Existence, scaling, and spectral gap for traveling fronts in the 2D renormalized Allen--Cahn equation

TL;DR

This paper analyzes the existence, asymptotic behavior, and spectral properties of traveling wave fronts in the 2D renormalized Allen--Cahn equation, revealing a spectral gap that grows linearly with the renormalization parameter.

Contribution

It constructs monotone traveling wave solutions, provides their asymptotic description as the regularization parameter tends to zero, and proves the existence of a spectral gap that increases linearly with the renormalization constant.

Findings

Constructed traveling wave solutions connecting renormalized equilibria.

Derived asymptotic profiles and speeds for small regularization parameters.

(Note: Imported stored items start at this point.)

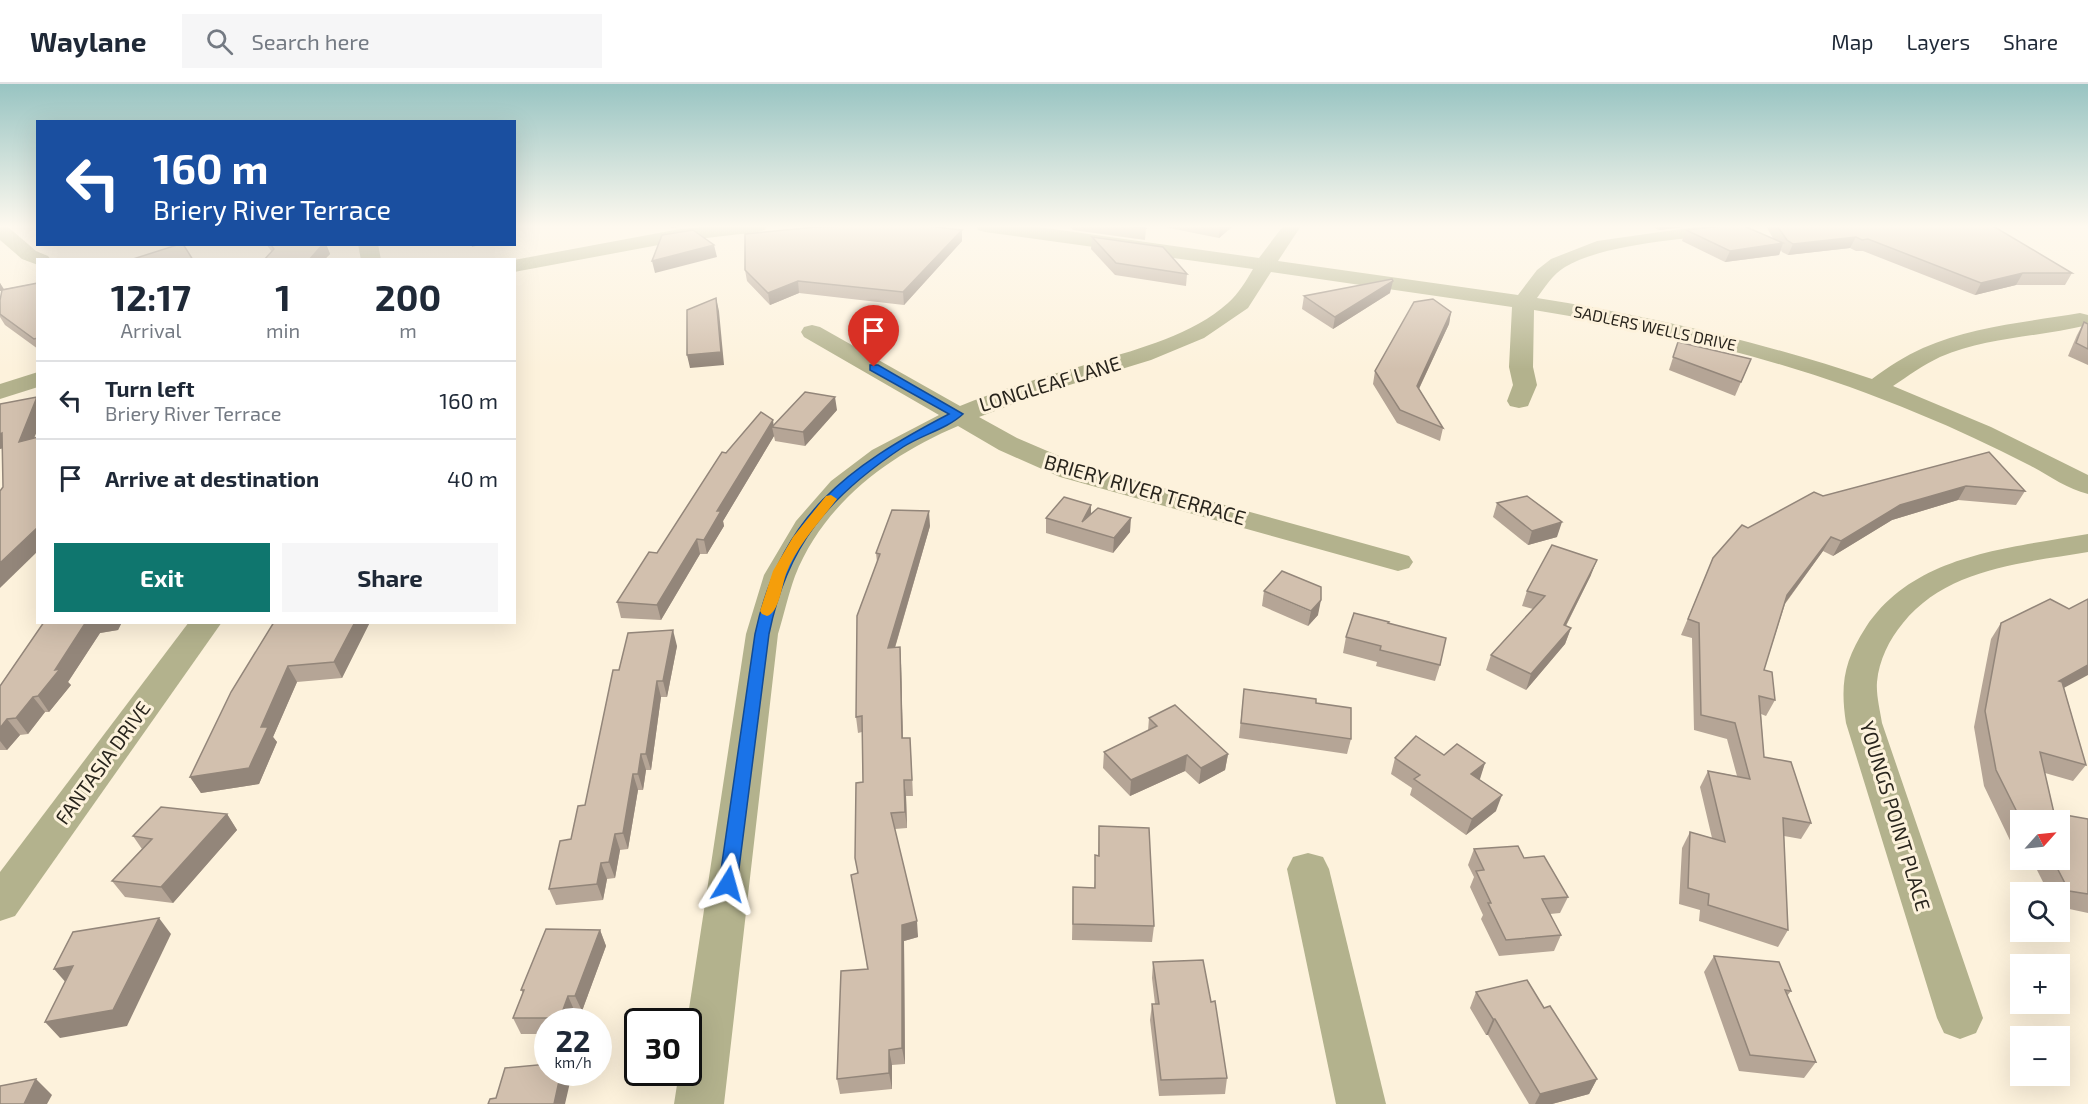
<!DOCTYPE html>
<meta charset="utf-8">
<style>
:root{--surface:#fff;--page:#f6f6f7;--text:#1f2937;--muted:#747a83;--line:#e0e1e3;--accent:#0f766e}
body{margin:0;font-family:"Exo 2",sans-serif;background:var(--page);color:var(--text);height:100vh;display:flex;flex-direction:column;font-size:22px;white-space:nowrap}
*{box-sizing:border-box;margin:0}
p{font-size:20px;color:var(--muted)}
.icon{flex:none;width:33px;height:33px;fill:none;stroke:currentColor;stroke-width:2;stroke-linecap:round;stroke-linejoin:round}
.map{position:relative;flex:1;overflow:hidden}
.drawer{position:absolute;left:36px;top:174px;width:480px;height:366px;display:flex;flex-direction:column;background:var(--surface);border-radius:0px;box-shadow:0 6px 24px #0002}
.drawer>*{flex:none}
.hud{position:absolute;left:36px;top:36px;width:480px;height:126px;border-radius:0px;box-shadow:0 6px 24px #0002;background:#1a4fa0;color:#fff;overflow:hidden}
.needle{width:39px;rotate:63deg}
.fabs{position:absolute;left:2010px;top:726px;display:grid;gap:12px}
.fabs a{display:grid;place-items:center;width:60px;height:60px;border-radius:0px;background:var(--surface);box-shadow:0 6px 24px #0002;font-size:30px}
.speed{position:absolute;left:534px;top:924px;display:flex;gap:12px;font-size:30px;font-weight:700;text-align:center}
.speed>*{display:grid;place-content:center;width:78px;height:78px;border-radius:50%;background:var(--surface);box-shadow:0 6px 24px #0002;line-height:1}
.speed small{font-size:15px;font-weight:400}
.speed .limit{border:3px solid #111;border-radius:9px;background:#fff;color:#111}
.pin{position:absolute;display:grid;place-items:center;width:51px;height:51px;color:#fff;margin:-62px -26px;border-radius:50% 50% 50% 0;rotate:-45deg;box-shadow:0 0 6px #0007}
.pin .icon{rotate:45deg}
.me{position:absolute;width:66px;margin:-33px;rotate:8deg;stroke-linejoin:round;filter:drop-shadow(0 0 4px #0008)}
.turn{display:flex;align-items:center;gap:21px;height:126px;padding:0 18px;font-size:27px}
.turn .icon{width:78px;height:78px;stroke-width:2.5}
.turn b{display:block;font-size:42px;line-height:51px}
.eta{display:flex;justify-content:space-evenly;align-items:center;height:102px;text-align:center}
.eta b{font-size:36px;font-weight:700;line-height:42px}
.button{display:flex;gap:12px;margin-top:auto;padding:12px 18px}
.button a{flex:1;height:69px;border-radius:0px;background:var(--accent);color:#fff;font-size:24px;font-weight:700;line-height:69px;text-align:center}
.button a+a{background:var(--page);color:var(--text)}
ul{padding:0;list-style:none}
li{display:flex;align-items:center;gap:18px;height:78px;padding:0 18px;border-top:2px solid var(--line)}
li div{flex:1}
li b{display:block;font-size:22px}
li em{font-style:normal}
header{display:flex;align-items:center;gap:36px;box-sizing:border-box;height:84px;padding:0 30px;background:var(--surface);border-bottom:2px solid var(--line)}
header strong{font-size:28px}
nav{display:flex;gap:33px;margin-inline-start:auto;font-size:21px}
.search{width:420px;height:54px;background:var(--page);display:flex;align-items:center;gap:15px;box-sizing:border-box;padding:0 21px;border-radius:0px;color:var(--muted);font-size:22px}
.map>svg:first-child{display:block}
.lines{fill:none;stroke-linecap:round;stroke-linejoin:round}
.minor{fill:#b3b28d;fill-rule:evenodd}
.wall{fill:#b5a596}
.shaded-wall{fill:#93867a}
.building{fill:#d2c0ae;stroke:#93867a;stroke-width:1.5}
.route{fill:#1a73e8;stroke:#114b97;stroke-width:1.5}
.slow{fill:#f59e0b}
.labels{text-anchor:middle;stroke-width:6;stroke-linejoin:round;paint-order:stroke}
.far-street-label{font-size:16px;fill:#29251d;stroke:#fdf2dc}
.street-label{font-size:20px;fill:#29251d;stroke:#fdf2dc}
</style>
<header>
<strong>Waylane</strong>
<div class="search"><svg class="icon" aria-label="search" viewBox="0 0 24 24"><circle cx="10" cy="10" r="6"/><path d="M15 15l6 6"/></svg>Search here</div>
<nav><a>Map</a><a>Layers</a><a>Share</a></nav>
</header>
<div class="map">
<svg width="2088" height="1020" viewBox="0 0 2088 1020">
<rect width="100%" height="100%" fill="#fdf2dc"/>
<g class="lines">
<g class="minor">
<path d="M0,142h7l29,25 12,5 3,4h-13v5l-16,-6 -22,-19z"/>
<path d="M711,142h56l-2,4 -7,2 -78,9 -166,31v-12l166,-31z"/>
<path d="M976,142h56l227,32 24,-32h18l-23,35 240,34 19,-25 14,-11 46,-18 105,-15h49l-2,4 -7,2c-51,7 -134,10 -177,35 -12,7 -20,20 -28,31 114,18 225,44 335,81 16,-12 33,-23 51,-31 49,-22 105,-26 157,-35l8,2v10c-49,12 -101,12 -148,32 -17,8 -32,19 -47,29l98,41 97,48v19c-22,-5 -41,-20 -61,-30 -35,-18 -71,-35 -108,-50 -123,-52 -253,-83 -385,-104l-1,57 4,18 -9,21 -9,2 -9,-2 -3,-5 6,-16 -4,-18 3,-60 -241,-35 -23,36 -44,30 -53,22 -111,34 -61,23 38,21 63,27 329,91 4,6 -4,6 -11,3 -11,-3 -327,-91 -61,-27 -41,-24c-69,29 -135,78 -163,150 -7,19 -11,39 -17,58l-54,470h-50l5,-32h9l-1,-50 59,-388 18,-59 32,-54 35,-40 41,-31 67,-35 -135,-78 -3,-5 3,-5 8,-2 8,2 140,79c44,-18 90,-31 135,-44 46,-14 97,-27 133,-59 11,-10 18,-22 25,-34l-268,-37 -7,-2z"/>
<path d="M358,160h20l3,16h-20z"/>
<path d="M38,288v15l-38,12v-15z"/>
<path d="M2088,450v18c-65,11 -141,16 -185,71 -14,17 -24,37 -26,59 -1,13 3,28 5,41l101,295 -7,15 -16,6 -16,-6 -7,-15 -91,-295c-6,-39 -2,-62 20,-96 48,-73 143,-79 222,-93z"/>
<path d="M189,538h33l-207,294 -15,5v-49z"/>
<path d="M1308,769l15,4 6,12 57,235h-50l-49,-235 6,-12z"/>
</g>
</g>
<g class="wall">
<path d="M1070,142h74l2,2 -1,12 -72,-10z"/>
<path d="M1159,142h74l-14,12z"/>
<path d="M1650,142h43l-34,4z"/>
<path d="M1766,142h227l79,47 -7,12h-49l-41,10 -112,-44h-7l-6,-3 -62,7 -6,-3 -1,-2 -2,5 -54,7 -43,-21 4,-11 88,10z"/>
<path d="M962,146v11l-58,64 -105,-12 -29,12 -23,-24 -2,-11z"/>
<path d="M1092,153l95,37 -1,12 -71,-11 -24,-26z"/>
<path d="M266,160h60l4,10 -6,6h-60l8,-8z"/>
<path d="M0,199l4,6 34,-6v66l-33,-24 -5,-8v-17l2,-9h-2z"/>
<path d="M1390,209l-57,36 -31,-20 2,-13z"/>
<path d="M1451,228l-2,12 -30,65 24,39 -3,13 -43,-18 -24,-39 2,-13z"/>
<path d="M2084,238l4,2v41l-20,-9 9,-21z"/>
<path d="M1678,258l73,17 -16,37 -66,-26z"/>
<path d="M837,326l-32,36 -30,-5 -1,-5 -51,85 1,5 -17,28h-7l-39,66 -40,-2 -4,-16 40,-49 69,-100 48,-27z"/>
<path d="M1989,368l36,39 -9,14 -58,-5 -66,20 -59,36 -10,-5 -38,53 -21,66 11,30 -9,16 -5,-2 3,43 47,66 -10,16 -17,-3 4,94 -10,17 -79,-26 1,-11 -21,-6 3,-56 8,-16 22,6 -12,-51 8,-16 29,5 -10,-37 -33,-9 -2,-92 -11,-3 32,-77 35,-30 75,-32z"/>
<path d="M1497,419l60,34 -29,8 -35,-28z"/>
<path d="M1091,430l39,18 -17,21 -67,-20v-15z"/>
<path d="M930,442l-35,122 5,-1 1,16 2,75 8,16 2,42h-7l1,32 -12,1 23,108 -14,4 1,123 -13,1v24l-52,5 -3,-15 30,-110 -9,-96 5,-91 -1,-50 -4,1 -2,-16 21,-155 -1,-9z"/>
<path d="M1591,491l-25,51 5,2 -6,16 -39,46 -40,-20 5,-15 42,-46 -11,-3 5,-15z"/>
<path d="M1264,507l54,24 -10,11 -46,-20z"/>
<path d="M44,538h78l-4,8 -18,3 -32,49 3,3 -22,27h-4l-17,22 -8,1 -13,15h-7v-64z"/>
<path d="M274,538h96l-28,56 -45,4 -24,55 4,5 -18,42 -58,9 -11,-16z"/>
<path d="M1388,539l52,42 -5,16 -59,-15 1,-4 -34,-9 3,-16z"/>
<path d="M2001,539l63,65 22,77 -13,16 -28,-8 9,40 34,6v94l-28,-6v-15h-12l-16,-32h28v-40h-40v37h-2l-34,-71 -10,-59 17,-88z"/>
<path d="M677,562l-10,51h-6l-10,73h-5l-3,20h-5l-10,59 -8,1 -5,28 -8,1 -4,21 -47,5 -7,-16 22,-50 14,-34 34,-135z"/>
<path d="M1244,605l72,14 35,36 -4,15 -108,-16z"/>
<path d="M1149,634l79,36 -3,16 -26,14 -14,-13 -55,25 -27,-28 1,-16 44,-21z"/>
<path d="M1444,671l41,8 -6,16 17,32 -30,24 -56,-40 2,-7 -21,-14 4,-16z"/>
<path d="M227,730l10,16 -64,73 -48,-6 -13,-16 30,-32 -9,-13z"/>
<path d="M1099,742l55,100 -2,16 -80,-2 1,-53 21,1 4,-32z"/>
<path d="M1474,765l50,9 44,39 -8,16 -10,1 11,21 -7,16 -55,5 -18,-37 2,-4 -13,-28 4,-10 -6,-12z"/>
<path d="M600,846l6,16 -24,65 -7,1 -3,10h-24v12h-27l-8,-16 10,-25 -2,-3z"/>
<path d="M1714,872l77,35 -4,5 29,66 -12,16 -65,-7 -35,-99z"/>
<path d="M1153,878l58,40 16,76 -2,16 -66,2 -9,-76 2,-16h3l-3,-26z"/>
<path d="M1476,908l68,16 53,71 -8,15 -37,10h-23l-41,-69h-2l-16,-27z"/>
</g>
<g class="shaded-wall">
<path d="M670,142h22l-21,2z"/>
<path d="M1220,142h13l-14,12z"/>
<path d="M1660,142h33l-34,4z"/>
<path d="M962,146v11l-58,64 -1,-13z"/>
<path d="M1856,153l-6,11 -62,7 5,-11z"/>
<path d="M1783,159l-4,12 -54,7 5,-11z"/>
<path d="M323,160h3l4,10 -6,6h-15z"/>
<path d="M471,160h13l-12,3z"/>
<path d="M714,161l3,12 -62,16 -3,-12z"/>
<path d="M2023,189l-7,12 -41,10 6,-12z"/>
<path d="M798,197l1,12 -29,12 -2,-12z"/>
<path d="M1393,197l-3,12 -57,36 2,-12z"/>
<path d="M0,199l4,7 -4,1z"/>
<path d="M716,214l3,13 5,54 -34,3 -3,-13z"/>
<path d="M1451,228l-2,12 -35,75 3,-13z"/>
<path d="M37,313l1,32 -11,26 -8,-13z"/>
<path d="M835,313l2,13 -32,36 -2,-14z"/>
<path d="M773,336l1,8 -2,-1 2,9 -51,85 1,5 -17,28 -3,-14 13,-29z"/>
<path d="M2,349l8,14 -10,2v-15z"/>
<path d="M1966,402l-8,14 -66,20 -59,36 8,-15 59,-36z"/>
<path d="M1091,421v15l-9,2z"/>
<path d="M929,427l1,15 -40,138 -2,-16z"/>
<path d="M1131,434l-1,14 -17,21 1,-15z"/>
<path d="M1562,438l-5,15 -29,8 4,-14z"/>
<path d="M38,443v24l-38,37v-25z"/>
<path d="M1831,453l-8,14 -43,59 7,-15z"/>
<path d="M697,455l3,15 -39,66 -4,-15z"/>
<path d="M1597,476l-6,15 -33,66 6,-16z"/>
<path d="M1321,516l-3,15 -10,11 3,-15z"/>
<path d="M86,538h36l-4,8 -18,3 -32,49 3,3 -22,27 -11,-16z"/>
<path d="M355,538h15l-28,56 -8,-16z"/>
<path d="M1571,544l-6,16 -39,46 5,-16z"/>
<path d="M673,546l4,16 -10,51 -4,-16z"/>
<path d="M900,563l1,16 2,91 -1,-16z"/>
<path d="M2088,581v10l-41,22 12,-16z"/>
<path d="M288,582l9,16 -24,55 4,5 -18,42 -58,9 -11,-16 71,-50z"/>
<path d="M657,597l4,16 -10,73 -5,-16z"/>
<path d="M33,613l12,15 -17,22 -12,-16z"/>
<path d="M7,635l13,16 -13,15 -7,-9v-13z"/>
<path d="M641,670l5,16 -3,20 -5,-16z"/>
<path d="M1228,670l-3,16 -26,14 2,-16z"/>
<path d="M1187,671l-2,16 -55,25 1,-16z"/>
<path d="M1485,679l-5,16 -14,11 5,-16z"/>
<path d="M633,690l5,16 -10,59 -5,-16z"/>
<path d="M904,696l2,16 1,32 -2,-16z"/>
<path d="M1502,711l-6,16 -30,24 6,-16z"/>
<path d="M227,730l10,16 -64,73 -12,-16z"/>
<path d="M615,750l5,16 -5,28 -6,-16z"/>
<path d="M601,779l6,16 -4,21 -6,-16z"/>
<path d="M159,834l12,16 -44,92 -67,12 -15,-16z"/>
<path d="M917,837l1,16 -14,4 1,123 -3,-16v-123z"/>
<path d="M600,846l6,16 -24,65 -7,-15z"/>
<path d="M73,882l-5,19 -14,-16z"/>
<path d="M568,912l7,16 -3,10h-10l-2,-4z"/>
<path d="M1493,935h2l-7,16h-2z"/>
<path d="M889,966l3,15v24l-3,-16z"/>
<path d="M561,988h7l3,6 -6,26h-11z"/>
<path d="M36,995l16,16 -5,9h-23z"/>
<path d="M1597,995l-8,15 -37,10h-17l5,-10z"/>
</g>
<g class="building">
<path d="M849,142h79l34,4 -59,62 -105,-11 -30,12 -23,-23v-36l71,-7z"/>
<path d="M1127,142h17l2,2z"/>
<path d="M1722,142h22l39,17 -53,8 -44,-21z"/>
<path d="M1777,142h216l79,47h-49l-42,10 -113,-44 -6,1 -6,-3 -63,7 -6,-4z"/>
<path d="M693,146l21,15 -62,16 10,-26z"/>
<path d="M1092,153l71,10 24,27 -71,-11z"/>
<path d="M180,160h3l10,16h-63z"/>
<path d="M270,160h53l-14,16h-45l10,-11z"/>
<path d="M1392,195l1,2 -58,36 -31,-21z"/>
<path d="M38,199v55l-4,1 -34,-25v-14l2,-10z"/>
<path d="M716,214l5,54 -34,3v-45z"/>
<path d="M1433,215l18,13 -34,74 26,42 -43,-18 -25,-39 39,-69z"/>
<path d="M2084,238l4,2v25l-12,-6z"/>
<path d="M1678,258l73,17 -10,23 -68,-25z"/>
<path d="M805,308l30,5 -32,35 -31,-5z"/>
<path d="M37,313l-18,45 19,-5v90l-38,36v-72l3,-4 -1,-54 -2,1v-30z"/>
<path d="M761,328l12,8 -56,91h4l-17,29 -7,-1 -40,66 -40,-3 32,-50 8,1 65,-101 4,1z"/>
<path d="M1989,368l36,39 -59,-5 -66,19 -59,36 -10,-4 -44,58 -23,75 8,2 3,28 -16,-4 5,61 27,5 20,61 -28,-5 5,112 -80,-25 1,-11 -21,-6 2,-56 35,10 -17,-71 42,8 -15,-56 -34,-8 -2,-92 -11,-4 25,-61 29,-33 6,3 66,-36 9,4z"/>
<path d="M1527,412l35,26 -30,9 -35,-28z"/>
<path d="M1064,413l27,8 -9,17 16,-14 33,10 -17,20 -68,-20z"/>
<path d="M892,426l37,1 -41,137 12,-1 2,91h8l2,42h-8l1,32 -14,1 26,108 -15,4v123l-13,2v23l-52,6 4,-108 27,-2 -17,-94 7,-2 -3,-15 1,-75 7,-1 -1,-66 -6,1 1,-101 23,-62 -4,-1z"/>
<path d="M1552,461l45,15 -33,65 7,3 -40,46 -40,-19 54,-59 -18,-5z"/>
<path d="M1282,487l39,16v13l-10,11 -47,-20z"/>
<path d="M2050,515l19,10 19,-10v66l-29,16 3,1 24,83 -46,-13 14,61 34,6v75l-19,-3 -16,-31h7v-40h-39l-25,-50 -11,-59 16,-88z"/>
<path d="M1354,529l35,9 -1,1 58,15 -6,27 -60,-15 1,-4 -35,-9z"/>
<path d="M44,538h42l-31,48 5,-1 -22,27 -5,1 -17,21 -9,1 -7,9v-42z"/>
<path d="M274,538h81l-21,40 -46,4 -27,61h7l-19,41 -59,9 41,-85z"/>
<path d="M673,546l-10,51h-6l-11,73h-5l-3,20h-5l-10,59 -8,1 -6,28 -8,1 -4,21 -48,5 11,-48 11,-2 7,-33 7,-1 28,-135h6l9,-37z"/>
<path d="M1244,605l72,10v4l35,5v31l-110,-16z"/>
<path d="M1175,621l53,49 -27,14 -14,-13 -56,25 -27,-28 53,-26 -8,-8z"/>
<path d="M1416,652l28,19 13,-11 28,19 -14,11 31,21 -30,24 -58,-40 6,-4 -25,-17z"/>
<path d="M161,723l66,7 -66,73 -49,-6 40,-42 -19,-3z"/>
<path d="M1099,742l50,2 5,98 -81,-2v-37l22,1v-33l4,1z"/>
<path d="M1518,762l6,12 20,-2 24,41 -26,2 19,36 -55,5 -18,-37h3l-15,-32 8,-1 -10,-21z"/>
<path d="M159,834l-46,92 -68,12 28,-56 -19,3 19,-37z"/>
<path d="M546,845l54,1 -25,66h-7l-8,22h-47l11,-28h-3z"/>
<path d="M1714,872l65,6 12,29 -6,-1 31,72 -66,-7z"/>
<path d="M1203,876l8,42 4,-1 12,77 -66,2 -9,-76h7l-6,-42z"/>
<path d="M1527,896l17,28 6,-2 47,73 -57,15 -45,-75h-2l-17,-27z"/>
<path d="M548,980v8h13l-7,32h-66l2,-5 6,-1 9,-30z"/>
<path d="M36,995l-12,25h-24v-18z"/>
</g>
<linearGradient id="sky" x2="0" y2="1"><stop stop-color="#98c4c2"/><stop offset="0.5" stop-color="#fef9ef"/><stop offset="1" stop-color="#fef9ef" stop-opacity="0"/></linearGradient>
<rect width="2088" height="285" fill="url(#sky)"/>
<path class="route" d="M870,281h8l85,49c-16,15 -42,21 -60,33 -75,50 -116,98 -134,187l-32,250 -3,6 -6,2 -7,-2 -2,-6 36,-250c25,-118 92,-167 194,-220l-79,-44z"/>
<path class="slow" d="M831,411l6,4c-18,24 -40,46 -51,75 -4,11 -7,39 -19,42l-5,-2 -2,-3 13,-40 20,-34 33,-41z"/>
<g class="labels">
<g class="far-street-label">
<text transform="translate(1655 244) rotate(12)" y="6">SADLERS WELLS DRIVE</text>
</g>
<g class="street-label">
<text transform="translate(1050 300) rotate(-17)" y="7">LONGLEAF LANE</text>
<text transform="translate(1145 406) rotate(16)" y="7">BRIERY RIVER TERRACE</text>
<text transform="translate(103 679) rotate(-54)" y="7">FANTASIA DRIVE</text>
<text transform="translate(1895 732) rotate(73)" y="7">YOUNGS POINT PLACE</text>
</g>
</g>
</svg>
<div class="fabs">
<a><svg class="needle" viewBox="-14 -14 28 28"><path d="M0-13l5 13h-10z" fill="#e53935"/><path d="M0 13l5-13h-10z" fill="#747a83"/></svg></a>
<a><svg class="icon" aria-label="search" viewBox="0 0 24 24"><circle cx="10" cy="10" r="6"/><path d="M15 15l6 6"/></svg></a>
<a>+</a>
<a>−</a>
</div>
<div class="speed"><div>22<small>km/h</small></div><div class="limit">30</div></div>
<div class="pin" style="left:874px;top:283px;background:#d93025"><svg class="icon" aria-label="arrive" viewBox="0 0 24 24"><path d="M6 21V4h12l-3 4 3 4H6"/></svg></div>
<svg class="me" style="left:728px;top:800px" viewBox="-20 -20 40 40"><path d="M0-17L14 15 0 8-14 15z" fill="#1a73e8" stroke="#fff" stroke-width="4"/></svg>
<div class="hud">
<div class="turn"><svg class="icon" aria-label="left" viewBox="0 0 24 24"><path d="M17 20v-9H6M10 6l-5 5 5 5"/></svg><div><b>160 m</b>Briery River Terrace</div></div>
</div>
<section class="drawer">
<div class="eta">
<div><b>12:17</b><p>Arrival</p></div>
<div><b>1</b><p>min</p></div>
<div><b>200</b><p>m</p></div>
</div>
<ul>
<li><svg class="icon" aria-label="left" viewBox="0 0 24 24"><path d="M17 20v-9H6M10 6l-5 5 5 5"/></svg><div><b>Turn left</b><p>Briery River Terrace</p></div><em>160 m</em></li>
<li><svg class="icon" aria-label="arrive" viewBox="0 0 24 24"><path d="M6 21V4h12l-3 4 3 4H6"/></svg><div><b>Arrive at destination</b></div><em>40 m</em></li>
</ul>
<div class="button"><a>Exit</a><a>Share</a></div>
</section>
</div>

Established a spectral gap that grows linearly as the regularization parameter decreases.

Abstract

We study the deterministic skeleton of the renormalized stochastic Allen--Cahn equation in spatial dimension $2$. For all sufficiently small regularization parameters $\delta>0$, we construct monotone traveling wave front solutions connecting the renormalized equilibria, derive a small-$\delta$ asymptotic description of their profile and speed, and identify the leading-order contributions. Linearizing about the wave and working in a naturally chosen weighted space, we show that there exists a spectral gap between the symmetry induced eigenvalue $0$ and the rest of the spectrum. The spectral gap grows linearly in the renormalization constant as $\delta\downarrow 0$.